**Aim of the task:** All lines in the data below carrying the string "Annotation" are to be located and copied.

**Recorded data:**
▬▬▬▬▬▬▬▬▬▬
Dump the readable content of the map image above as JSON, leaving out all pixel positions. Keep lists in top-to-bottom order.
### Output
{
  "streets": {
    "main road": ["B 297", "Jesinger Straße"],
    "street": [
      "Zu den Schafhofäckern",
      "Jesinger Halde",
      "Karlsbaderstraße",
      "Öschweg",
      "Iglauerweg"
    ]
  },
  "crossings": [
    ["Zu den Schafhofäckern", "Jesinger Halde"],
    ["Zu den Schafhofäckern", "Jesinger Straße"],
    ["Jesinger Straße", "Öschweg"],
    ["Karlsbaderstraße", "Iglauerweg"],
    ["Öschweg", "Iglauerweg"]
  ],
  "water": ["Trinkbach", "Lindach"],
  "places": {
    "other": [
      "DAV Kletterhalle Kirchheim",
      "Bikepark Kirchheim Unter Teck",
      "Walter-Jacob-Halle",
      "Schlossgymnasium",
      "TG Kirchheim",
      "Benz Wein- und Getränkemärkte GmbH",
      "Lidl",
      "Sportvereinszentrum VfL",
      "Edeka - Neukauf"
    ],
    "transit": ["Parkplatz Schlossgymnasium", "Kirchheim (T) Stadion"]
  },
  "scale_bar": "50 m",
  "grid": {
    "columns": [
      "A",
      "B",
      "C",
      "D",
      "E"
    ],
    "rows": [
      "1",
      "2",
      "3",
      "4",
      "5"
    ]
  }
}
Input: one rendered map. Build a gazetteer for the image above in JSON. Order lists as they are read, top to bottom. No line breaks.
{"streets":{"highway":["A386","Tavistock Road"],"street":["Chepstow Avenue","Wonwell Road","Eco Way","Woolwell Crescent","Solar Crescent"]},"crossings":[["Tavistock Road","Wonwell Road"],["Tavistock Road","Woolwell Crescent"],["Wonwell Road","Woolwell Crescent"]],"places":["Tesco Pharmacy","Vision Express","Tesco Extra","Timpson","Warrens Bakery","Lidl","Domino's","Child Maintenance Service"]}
▬▬▬▬▬▬▬▬▬▬
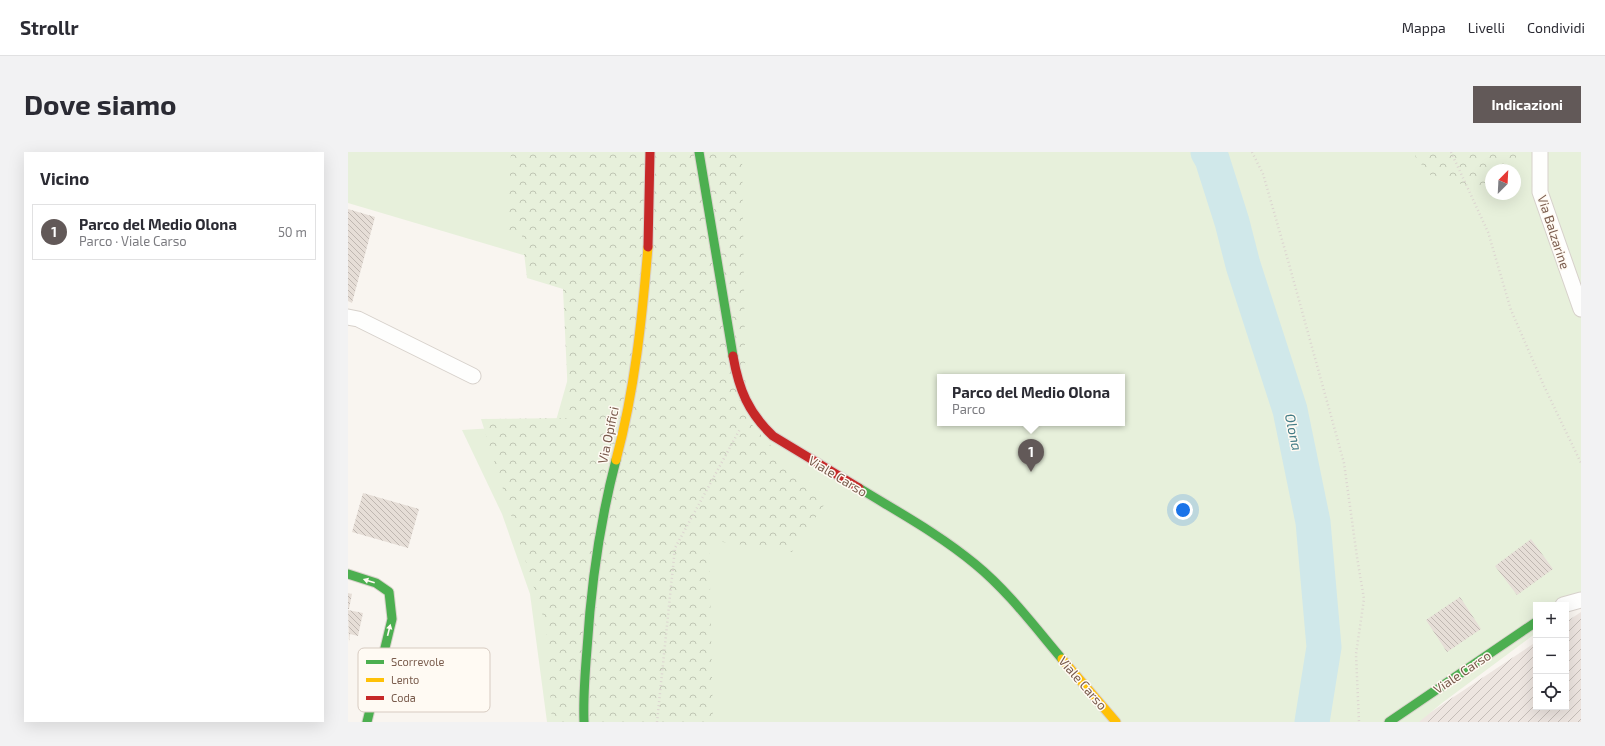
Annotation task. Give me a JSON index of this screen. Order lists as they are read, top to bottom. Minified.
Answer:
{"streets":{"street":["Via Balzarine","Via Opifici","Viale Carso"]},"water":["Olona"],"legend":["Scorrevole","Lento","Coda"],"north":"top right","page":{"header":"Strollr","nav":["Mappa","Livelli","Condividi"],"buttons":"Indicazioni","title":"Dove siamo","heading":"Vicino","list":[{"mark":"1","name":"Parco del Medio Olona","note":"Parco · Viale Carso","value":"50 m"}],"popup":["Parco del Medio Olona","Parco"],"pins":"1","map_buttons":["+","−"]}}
▬▬▬▬▬▬▬▬▬▬
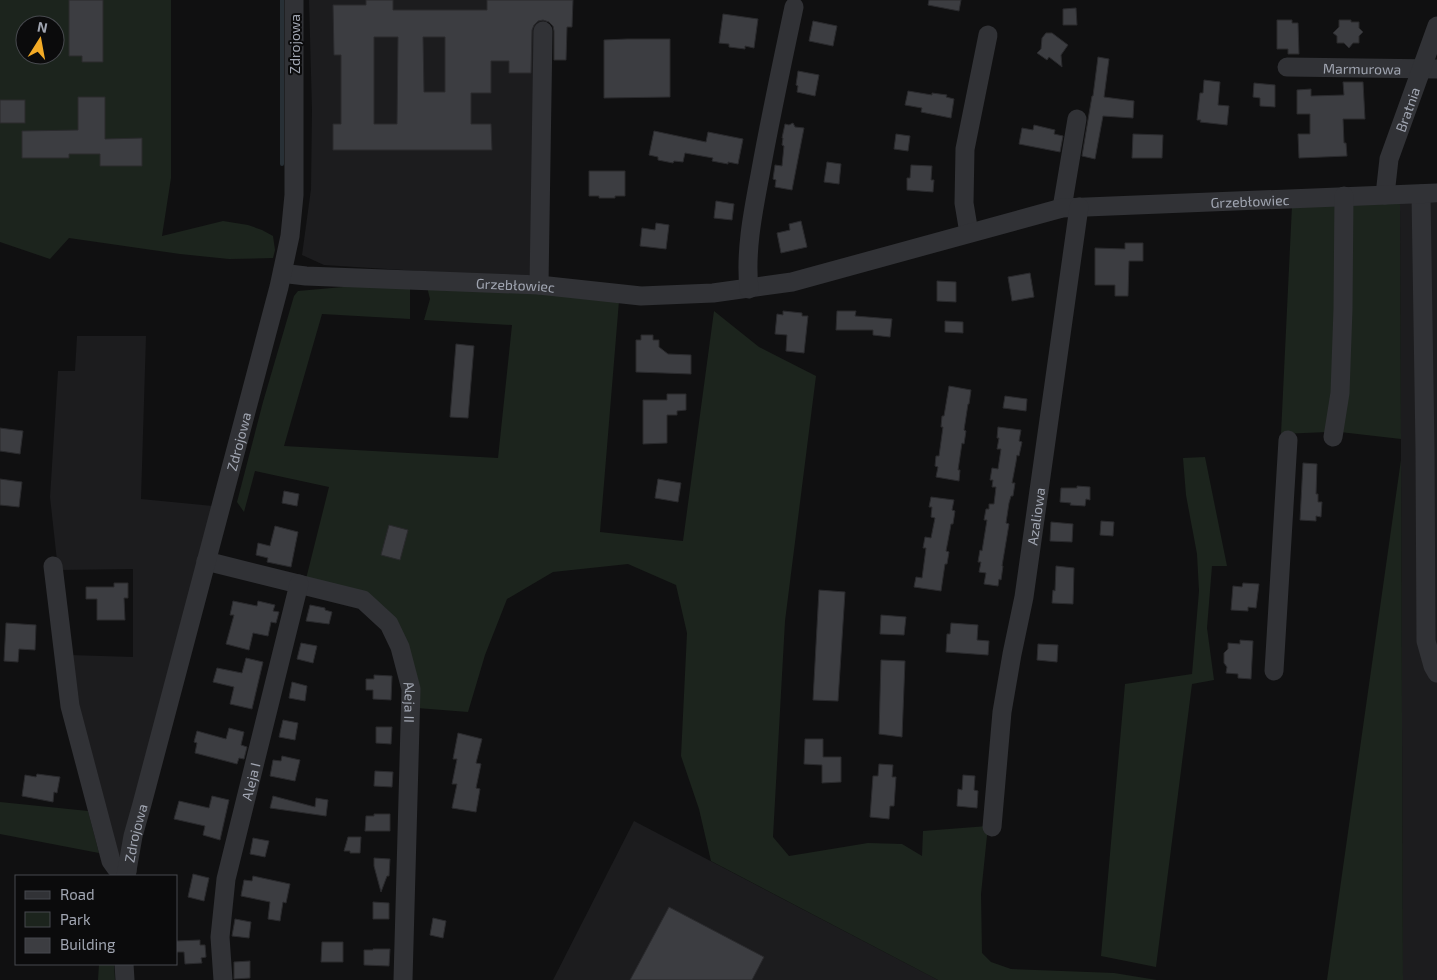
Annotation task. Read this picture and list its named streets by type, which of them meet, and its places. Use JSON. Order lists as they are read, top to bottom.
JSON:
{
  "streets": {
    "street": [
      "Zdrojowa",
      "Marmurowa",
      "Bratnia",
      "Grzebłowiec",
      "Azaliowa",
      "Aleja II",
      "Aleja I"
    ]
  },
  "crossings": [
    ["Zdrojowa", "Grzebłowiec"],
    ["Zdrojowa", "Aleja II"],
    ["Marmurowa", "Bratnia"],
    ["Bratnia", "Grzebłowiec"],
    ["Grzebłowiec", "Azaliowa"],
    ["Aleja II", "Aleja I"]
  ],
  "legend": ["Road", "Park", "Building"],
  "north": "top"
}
▬▬▬▬▬▬▬▬▬▬
**Task response:**
Annotation task. Give me a JSON index of this screen. Order lists as they are read, top to bottom. Minified.
Annotation task. Read this picture and list its named streets by type, which of them meet, and its places. Use JSON. Order lists as they are read, top to bottom.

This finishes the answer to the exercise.